On a stick put up where the fence that, in 1971, bordered the drive that runs through the Hall Barn Estate. At the moment this section of the park is unfenced. Visually, but for the passage of time, things are much as they were. This section of open parkland is run as farmland and a landscape garden. As farmland sometimes cereals are grown and sometimes it is used to graze the pedigree cattle. As a landscape garden the planting of trees as a visual extension of the woodland walks nearer the house involves clumps and individual standards dotted to give blocks and vistas from different parts of the garden. An impression of infinity and intimacy.

Behind me in the 1971 photographs, in the shadow of a great horse Chestnut tree is a folly with what looks like a splayed roof. Both the tree and the folly have gone, the latter existing as ruined walls. Maybe it was smashed when the tree fell. Here and there old trees from plantings done in the eighteenth and nineteenth centuries have gone depending on their species longevity. Horse Chestnuts do not live that long, The Limes here live longer. The Walnut in the black and white photograph hardly seems to have grown at all. Where fallen trees have left gaps new plantings are fenced off from cattle by wooden post and rail. The mature trees are unfenced and the cattle have created the distinctive browse line of parkland trees. The young oaks imply a faith in the future and that these trees might be part of this landscape as young emergent, mature standards and ancient hollow trunks for centuries to come.

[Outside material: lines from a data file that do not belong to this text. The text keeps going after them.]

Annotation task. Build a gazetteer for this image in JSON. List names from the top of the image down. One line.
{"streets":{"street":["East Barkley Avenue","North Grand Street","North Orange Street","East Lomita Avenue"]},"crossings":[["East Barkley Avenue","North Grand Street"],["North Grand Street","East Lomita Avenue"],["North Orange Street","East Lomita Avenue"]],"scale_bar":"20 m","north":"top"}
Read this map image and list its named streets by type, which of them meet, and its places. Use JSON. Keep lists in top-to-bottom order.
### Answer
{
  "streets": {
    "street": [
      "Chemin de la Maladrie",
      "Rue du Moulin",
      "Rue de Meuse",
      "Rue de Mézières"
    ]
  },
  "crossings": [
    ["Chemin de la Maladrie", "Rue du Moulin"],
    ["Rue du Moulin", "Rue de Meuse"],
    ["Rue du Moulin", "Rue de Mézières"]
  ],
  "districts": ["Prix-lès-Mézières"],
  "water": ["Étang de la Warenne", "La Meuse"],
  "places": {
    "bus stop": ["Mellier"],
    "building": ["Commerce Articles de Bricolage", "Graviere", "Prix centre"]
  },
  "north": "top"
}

The open park is balanced by forest from which the grazing animals were excluded by a Ha-ha and remains of a wrought iron fence. This old boundary has no affect on the pheasants and deer which emerge and regain cover at will. The trees in the woodland walks are being managed with new plantings to keep the wood from getting over mature and to provide wood for the house. The walks are hedged as was the fashion when the garden was laid out. The end of each walk decorated with seats, classical statues, follies, a rotunda, lakes and an obelisk. The obelisk has recently been restored (it was looking its age in 1971). The base has a relief of the family crest on one side. On two other sides are relief displays of garden tools of the day; hay rake, bill hook, scythe, fork, spade, edger, besom, hoe, planning string, plumbline level, dividers, pruning hook etc all bound together with a ribbon bow and entwined with vine and bunches of grapes. All to celebrate the work involved in designing, laying out and planting the garden. They are all hand tools and all recognisable today, but celebrate an age when all the work was done by hand.

In this machine age the park has been compromised on its northern boundary by the deep cutting that carries the M40. In 1971 this had only been built as far as west Beaconsfield but now cuts through the park towards London. Access to the House is by bridge, at least the roar of traffic is somewhat ameliorated by the depth of the cutting. In other ways all this road building has altered the land, a big roundabout on the northern corner of the estate and the field to the west being given over to gravel extraction.

Hall Barn is an important early example of landscape design and developed over the 17th, 18th and 19th centuries under the ownership of, mainly, two successive families. I am grateful for permission to visit from the present owner. The fact that this great artwork is still privately maintained and, over the centuries, the aesthetic vision of previous generations is enjoyed is wonderful. Were I an academic and historian I might have been able to quote from Hall Barn’s first owner, Edmund Waller, but what springs to mind is his contemporary, Nicholas Poussin, and the painting ‘A dance to the music of Time.’